Aus IZ36/2019, S. 28

Von Peter Dietz

In diesem Artikel:

"Garbe wird nicht an die Börse gehen"

Quelle: Garbe Industrial Real Estate
Jan Dietrich Hempel ist Geschäftsführer des Projektentwicklers Garbe Industrial Real Estate.

Quelle: Garbe Industrial Real Estate

Garbe Industrial Real Estate ist einer der größten Projektentwickler für Logistikimmobilien in Deutschland. Im Interview mit der Immobilien Zeitung spricht Geschäftsführer Jan Dietrich Hempel über knappe Flächen und hohe Grundstückspreise, über Automatisierung und Roboter. Einen Börsengang von Garbe schließt der Manager aus, denn die Gruppe habe ausreichend eigenes Kapital.

Immobilien Zeitung: Herr Hempel, macht es aktuell noch Spaß, Logistikimmobilien zu entwickeln?

Jan Dietrich Hempel: Ja, es macht noch Spaß. Allerdings haben sich in der Tat die Rahmenbedingungen geändert. Die Grundstücke sind knapper geworden, die Objekte werden immer größer. Da wird es schwieriger, an geeignete Flächen zu kommen.

IZ: Wie reagiert die Branche darauf?

Hempel: Zum Teil werden topografische Nachteile, die früher aus Kostengründen moniert wurden, heute akzeptiert. Etwa wenn es darum geht, Höhenunterschiede auf der Fläche auszugleichen. Und natürlich wird verstärkt auf Industriebrachen zurückgegriffen, also auf alte Stahl- und Autowerke oder auf ehemalige Militärkasernen.

IZ: Aber erhöht das nicht die Kosten und das Risiko für den Entwickler zusätzlich?

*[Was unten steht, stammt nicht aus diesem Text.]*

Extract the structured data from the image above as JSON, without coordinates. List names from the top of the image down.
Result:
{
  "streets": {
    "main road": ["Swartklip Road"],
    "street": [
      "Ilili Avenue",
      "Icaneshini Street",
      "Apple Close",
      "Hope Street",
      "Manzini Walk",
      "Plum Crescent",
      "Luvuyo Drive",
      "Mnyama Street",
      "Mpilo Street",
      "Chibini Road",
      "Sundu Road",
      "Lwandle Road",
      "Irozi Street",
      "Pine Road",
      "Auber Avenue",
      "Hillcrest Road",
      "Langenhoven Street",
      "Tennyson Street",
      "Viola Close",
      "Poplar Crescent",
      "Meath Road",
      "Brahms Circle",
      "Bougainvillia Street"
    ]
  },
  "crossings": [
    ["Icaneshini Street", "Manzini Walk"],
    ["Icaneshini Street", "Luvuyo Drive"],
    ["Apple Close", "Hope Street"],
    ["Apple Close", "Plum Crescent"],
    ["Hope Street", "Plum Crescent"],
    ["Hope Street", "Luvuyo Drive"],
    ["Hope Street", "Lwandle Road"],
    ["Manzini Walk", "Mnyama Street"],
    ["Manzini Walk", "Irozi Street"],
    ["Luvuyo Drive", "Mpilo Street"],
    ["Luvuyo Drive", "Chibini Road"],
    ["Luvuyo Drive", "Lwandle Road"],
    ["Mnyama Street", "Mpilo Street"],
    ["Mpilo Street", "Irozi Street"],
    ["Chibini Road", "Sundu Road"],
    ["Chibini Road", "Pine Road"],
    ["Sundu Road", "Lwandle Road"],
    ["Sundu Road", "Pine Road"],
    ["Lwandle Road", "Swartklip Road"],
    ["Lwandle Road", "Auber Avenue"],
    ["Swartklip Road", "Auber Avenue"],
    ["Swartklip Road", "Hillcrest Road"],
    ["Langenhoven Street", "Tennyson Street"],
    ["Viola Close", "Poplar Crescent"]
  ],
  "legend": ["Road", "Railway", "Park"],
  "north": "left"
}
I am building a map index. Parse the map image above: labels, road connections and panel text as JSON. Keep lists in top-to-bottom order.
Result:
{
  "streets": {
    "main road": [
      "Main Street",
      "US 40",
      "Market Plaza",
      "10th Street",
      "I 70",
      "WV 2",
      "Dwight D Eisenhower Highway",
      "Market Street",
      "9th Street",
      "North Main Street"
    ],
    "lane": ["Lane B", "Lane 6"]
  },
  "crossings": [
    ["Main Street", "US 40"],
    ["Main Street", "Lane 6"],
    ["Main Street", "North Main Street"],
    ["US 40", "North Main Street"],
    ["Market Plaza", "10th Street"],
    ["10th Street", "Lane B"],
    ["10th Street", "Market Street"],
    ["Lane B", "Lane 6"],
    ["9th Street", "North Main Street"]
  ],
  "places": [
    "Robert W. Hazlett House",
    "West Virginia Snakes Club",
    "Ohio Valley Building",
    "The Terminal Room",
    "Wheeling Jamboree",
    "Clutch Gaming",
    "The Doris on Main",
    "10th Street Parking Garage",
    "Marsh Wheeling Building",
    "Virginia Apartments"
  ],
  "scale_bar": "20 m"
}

Hempel: Das Risiko erhöht sich nur, wenn man zu wenig Know-how hat. Man muss wissen, was zu tun ist. Natürlich kann der Boden belastet sein oder es müssen alte Kampfmittel geräumt werden. Zum Teil gibt es auch juristische Vorbelastungen wie noch bestehende Wegerechte. Solche Altlasten können das Projekt in die Länge ziehen.

IZ: Und was ist mit den Kosten?

Hempel: Man zahlt für ein Brownfield nicht so viel wie für ein Greenfield. Angesichts der hohen Grundstückspreise lohnt sich aber die Investition in die Bodensanierung. Das gleicht sich am Ende aus. Dazu kommt bei Konversionen, dass die lokale Akzeptanz meist viel höher ist als bei komplett neuen Projektentwicklungen. Angesichts der Konkurrenz mit anderen Assetklassen wie Wohnen und Büro ist das ein wichtiger Punkt. Im Wettbewerb um Flächen muss sich die Logistik oft hinten anstellen oder wird nach draußen verdrängt. Ein schönes Beispiel für erfolgreiche Konversion ist die ehemalige Westfalenhütte in Dortmund, die wir 2017 mit mehr als 210.000 m² Hallenfläche unter anderem für DB Schenker, Decathlon und Amazon fertig entwickelt haben.

IZ: Wenn die Grundstückspreise steigen, braucht der Entwickler mehr Kapital. Wäre da ein Gang an die Börse nicht hilfreich?

Hempel: Es liegt auf der Hand, dass bei steigenden Grundstückspreisen mehr Kapital nötig ist. Die Preissteigerungen sind aber wiederum nicht so bedeutend, dass wir zusätzliches Kapital bräuchten.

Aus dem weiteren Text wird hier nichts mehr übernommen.